An encoffiner, as it’s explained, is sort of a subcontractor to the undertaker. In the old days, families would take care of preparing the body for cremation, and then the undertaker would pick up the bodies, take them to the funeral home, conduct the funeral, and arrange for the cremation. But these days fewer and fewer people know how to properly prepare a body for cremation, and they leave it to the undertakers; the undertakers subcontract this work out (at least in this movie) to specialists, the encoffiners.
The encoffiner cleans the body, arranges it, dresses it, and applies makeup to make it look like it did when it was alive, and then finally places the body in the coffin (no embalming, since in Japan basically everybody’s cremated). The whole thing is done with great solemnity and even ceremony, with the loved ones watching.
Daigo gets the job accidentally. He answers a want ad for a place that specializes in sending people on trips. He thinks it’s a travel agency. By the time he realizes what the job entails, he’s hired – the boss likes his looks, says he was born for the job, and won’t let him back out. At first, Daigo is freaked out; it’s one thing to take care of a person recently deceased of natural causes, but what about a body that’s been lying in the heat undiscovered for days?
Gradually Daigo gets used to the job, and in fact comes to appreciate not only its necessity but its beauty. His boss performs his duties with a dignity and an assurance that provides necessary strength to grieving families, and with a loving care that comforts the bereaved. The families are always better off for having seen someone apply such diligence and respect to the arrangement of their loved ones, and Daigo – along with the audience – comes to see the encoffiner as providing something akin to spiritual solace.
This part of the movie is impeccable. Both Yamazaki and Mokkun perform the encoffiner’s tasks with a grace and economy of motion appropriate to a dancer or a tea master. It’s a thing of beauty, and that it’s being performed on dead people makes you feel the essential rightness of it: you really want somebody to take such care with you when you’re dead. It’s easy to see how this can be an emotional experience for the families, and why in the end Daigo finds the job so fulfilling, so much like a calling. (I don’t know what the discourse on undertakers in Japan is, but this part of the movie reminded me of Taguchi Randy’s Konsento, which portrays undertakers in a similar light. This might be a thing.)
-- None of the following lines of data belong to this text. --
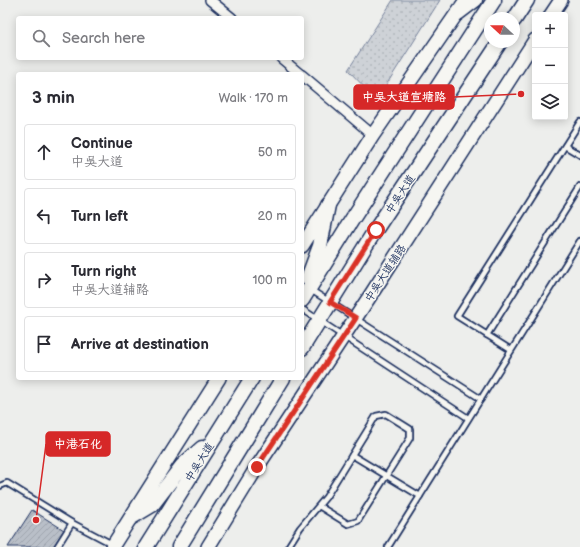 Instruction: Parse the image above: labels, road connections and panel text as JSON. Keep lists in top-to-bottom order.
{
  "streets": {
    "main road": ["中吴大道", "中吴大道辅路"]
  },
  "places": ["中吴大道宣塘路", "中港石化"],
  "north": "left",
  "page": {
    "map_buttons": ["+", "−"],
    "search": "Search here",
    "heading": ["3 min", "Walk · 170 m"],
    "list": [
      ["Continue", "中吴大道", "50 m"],
      ["Turn left", "20 m"],
      ["Turn right", "中吴大道辅路", "100 m"],
      "Arrive at destination"
    ]
  }
} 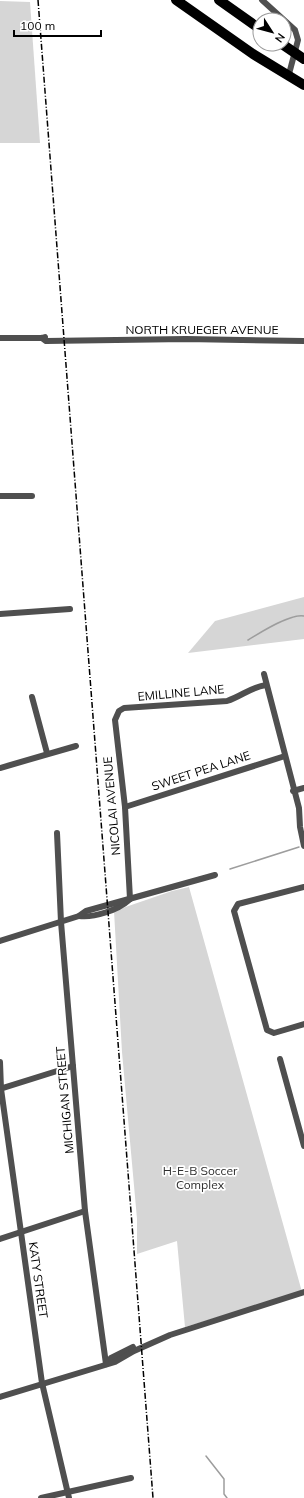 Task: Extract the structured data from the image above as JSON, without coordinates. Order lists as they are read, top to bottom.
{
  "streets": {
    "street": [
      "NORTH KRUEGER AVENUE",
      "EMILLINE LANE",
      "SWEET PEA LANE",
      "NICOLAI AVENUE",
      "MICHIGAN STREET",
      "KATY STREET"
    ]
  },
  "crossings": [
    ["EMILLINE LANE", "NICOLAI AVENUE"],
    ["SWEET PEA LANE", "NICOLAI AVENUE"]
  ],
  "parks": ["H-E-B Soccer Complex"],
  "scale_bar": "100 m",
  "north": "bottom right"
} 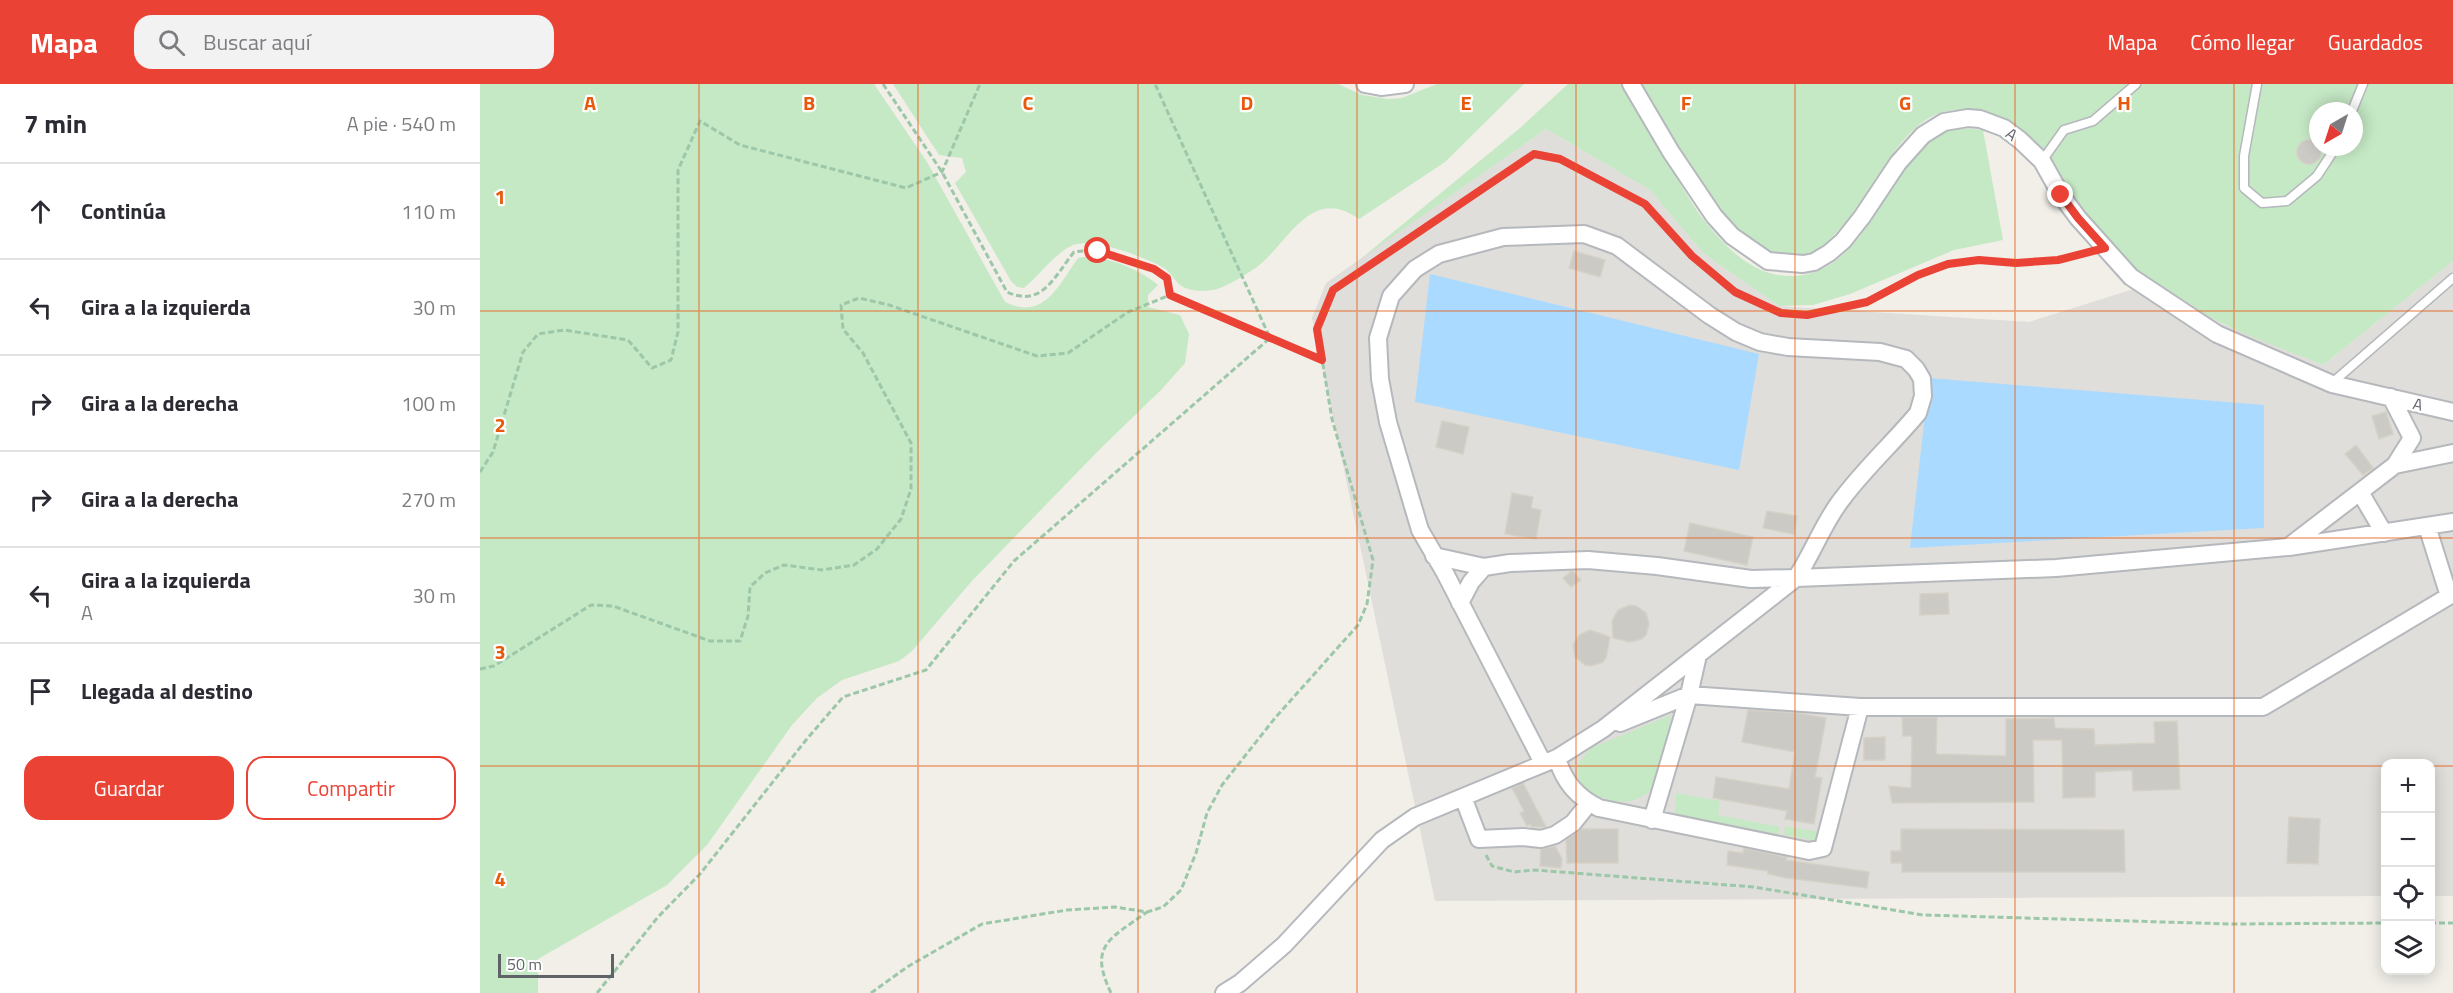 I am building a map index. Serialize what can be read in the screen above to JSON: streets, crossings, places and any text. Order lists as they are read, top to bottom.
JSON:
{
  "streets": {
    "street": ["A"]
  },
  "scale_bar": "50 m",
  "north": "bottom left",
  "page": {
    "header": "Mapa",
    "search": "Buscar aquí",
    "nav": ["Mapa", "Cómo llegar", "Guardados"],
    "heading": ["7 min", "A pie · 540 m"],
    "list": [
      ["Continúa", "110 m"],
      ["Gira a la izquierda", "30 m"],
      ["Gira a la derecha", "100 m"],
      ["Gira a la derecha", "270 m"],
      ["Gira a la izquierda", "A", "30 m"],
      "Llegada al destino"
    ],
    "buttons": ["Guardar", "Compartir"],
    "map_buttons": ["+", "−"],
    "scale": "50 m"
  },
  "grid": {
    "columns": [
      "A",
      "B",
      "C",
      "D",
      "E",
      "F",
      "G",
      "H"
    ],
    "rows": [
      "1",
      "2",
      "3",
      "4"
    ]
  }
} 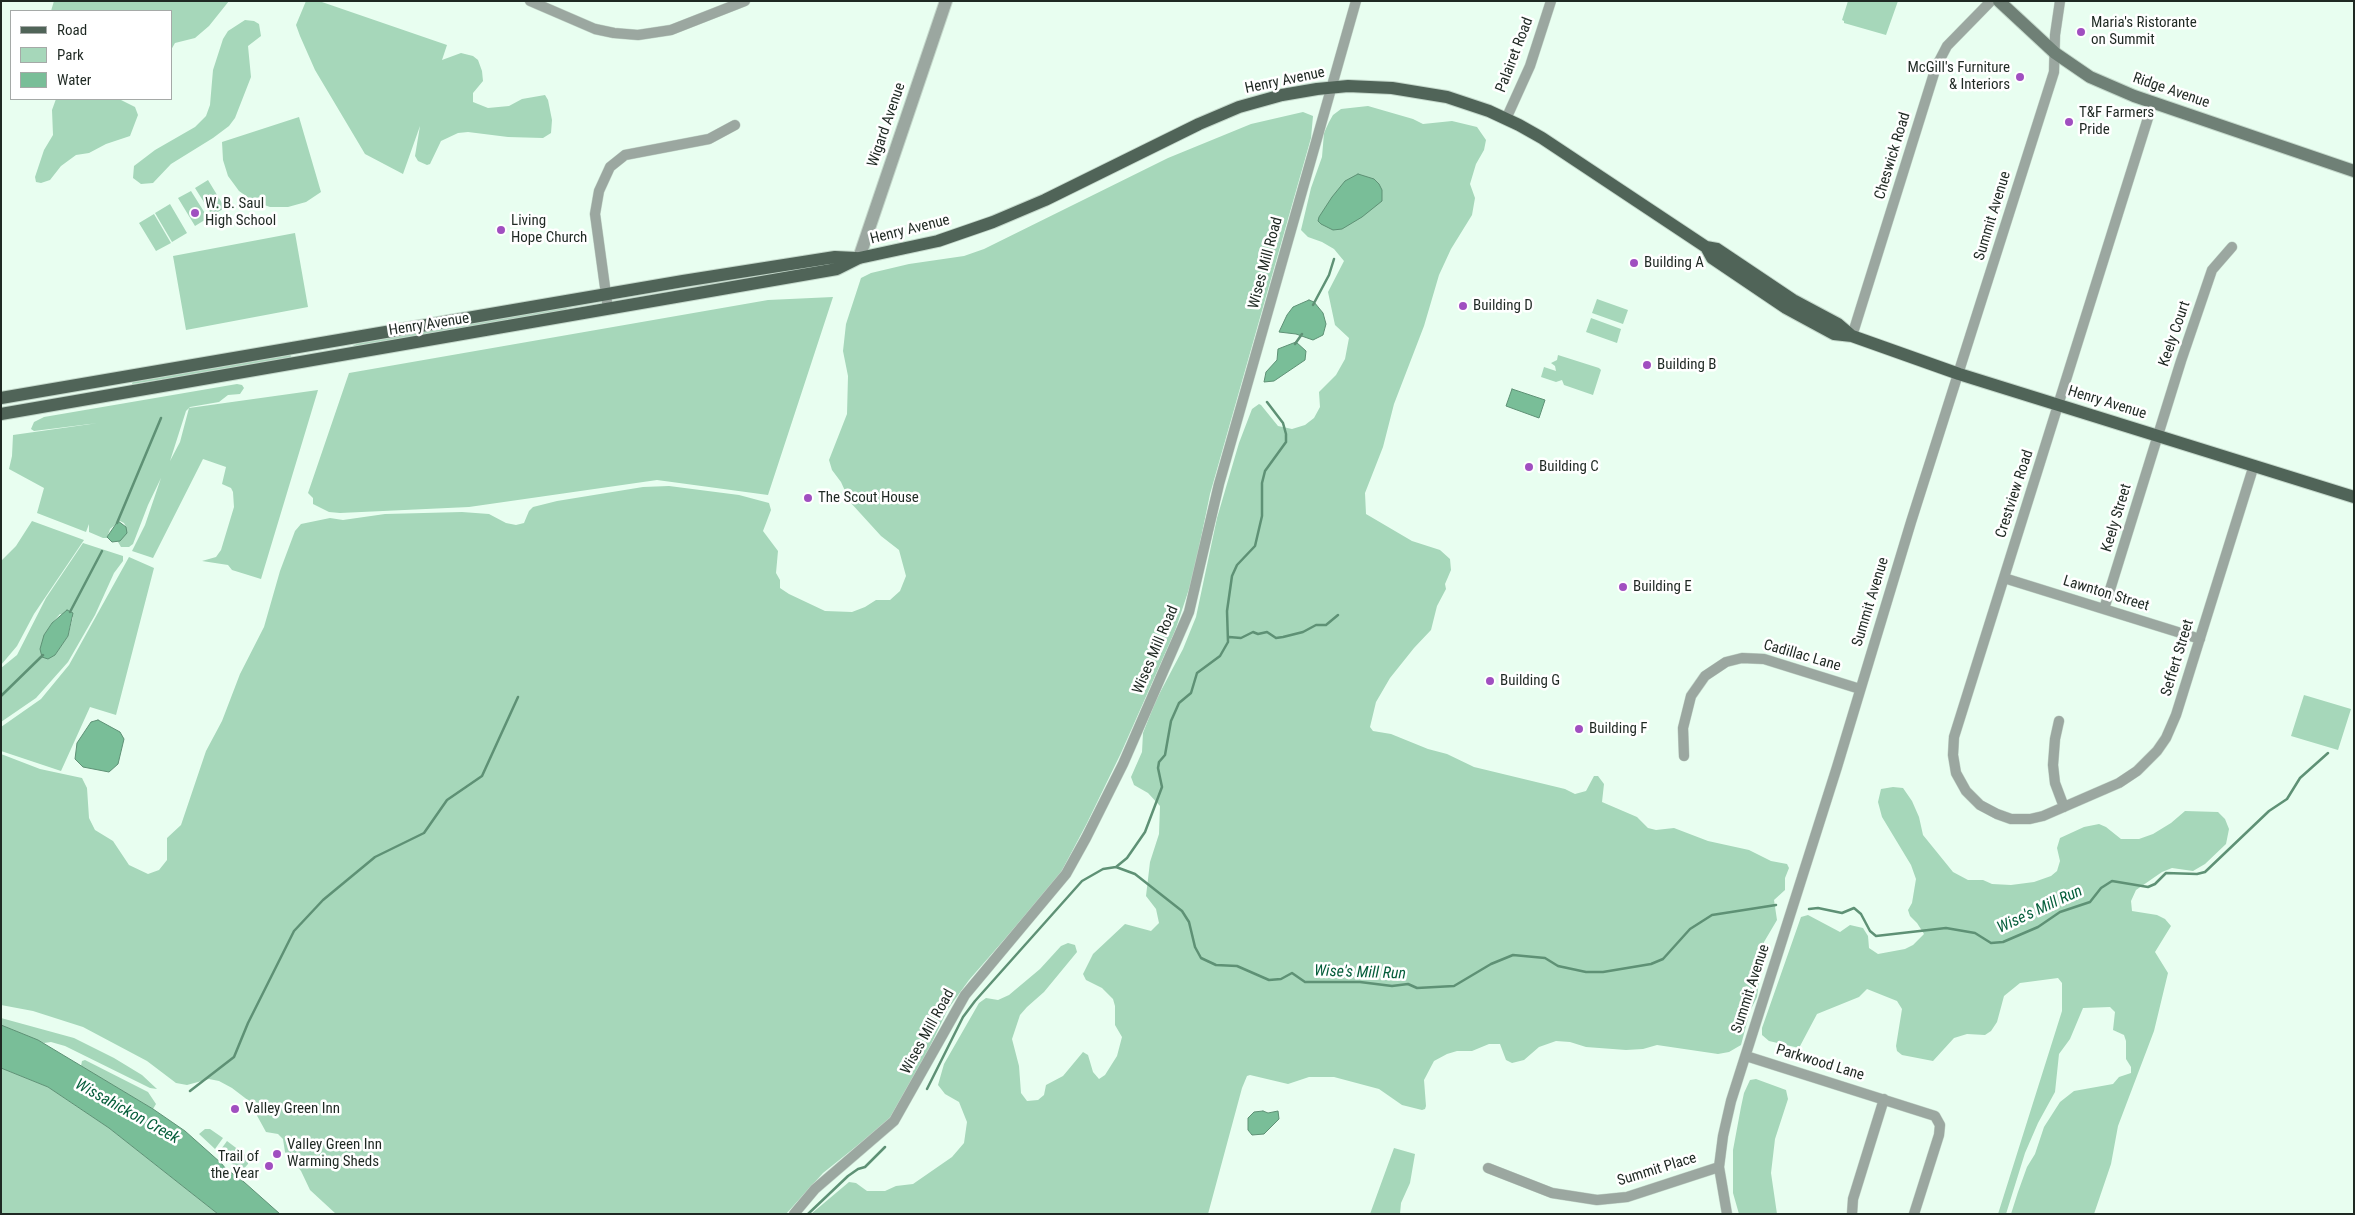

The conflict comes courtesy of Daigo’s wife Mika, Hirosue Ryôko. She accompanies Daigo back to Yamagata, quitting her web-design job in Tokyo; she tries to be a good sport about everything, but when she finds out that his new job involves working with corpses (he hides the nature of his job from her as long as he can), she flips and leaves him. “Unclean,” she calls him. Of course she comes back, and in the end comes to appreciate the nobility of what he’s doing. That’s her whole role: to first fail to appreciate, and then come to appreciate, the encoffiner’s nobility.
It’s a woefully underwritten part, and it’s not helped any by the fact that Hirosue, a teen idol who’s long past her sell-by date, is not just a lousy actress, but an annoying presence, cutesy and cloying every moment she’s on screen, except when she’s calling him “unclean.” Of course that moment is the only reason the character exists, but I didn’t really buy it. Yes, Japanese religion/culture involves ideas of ritual cleanliness that mean contact with the dead pollutes you. And so maybe I buy the fact that Daigo’s childhood friend in Yamagata – a hinterland town portrayed as a bastion of Traditional Japanese Goodness – might reject him for what he does. But Mika’s supposed to be a modern Tokyo girl – again, a web designer, for Pete’s sake – and I’m just not sure I buy her blurting out “unclean” when she finds out what he does. “Gross,” yes, but the word she uses (kegarawashii 汚らわしい・穢らわしい) so specifically ties her reaction to notions of ritual cleanliness that neither I nor my native informant (i.e. my wife) are sure this character would really retain to that extent.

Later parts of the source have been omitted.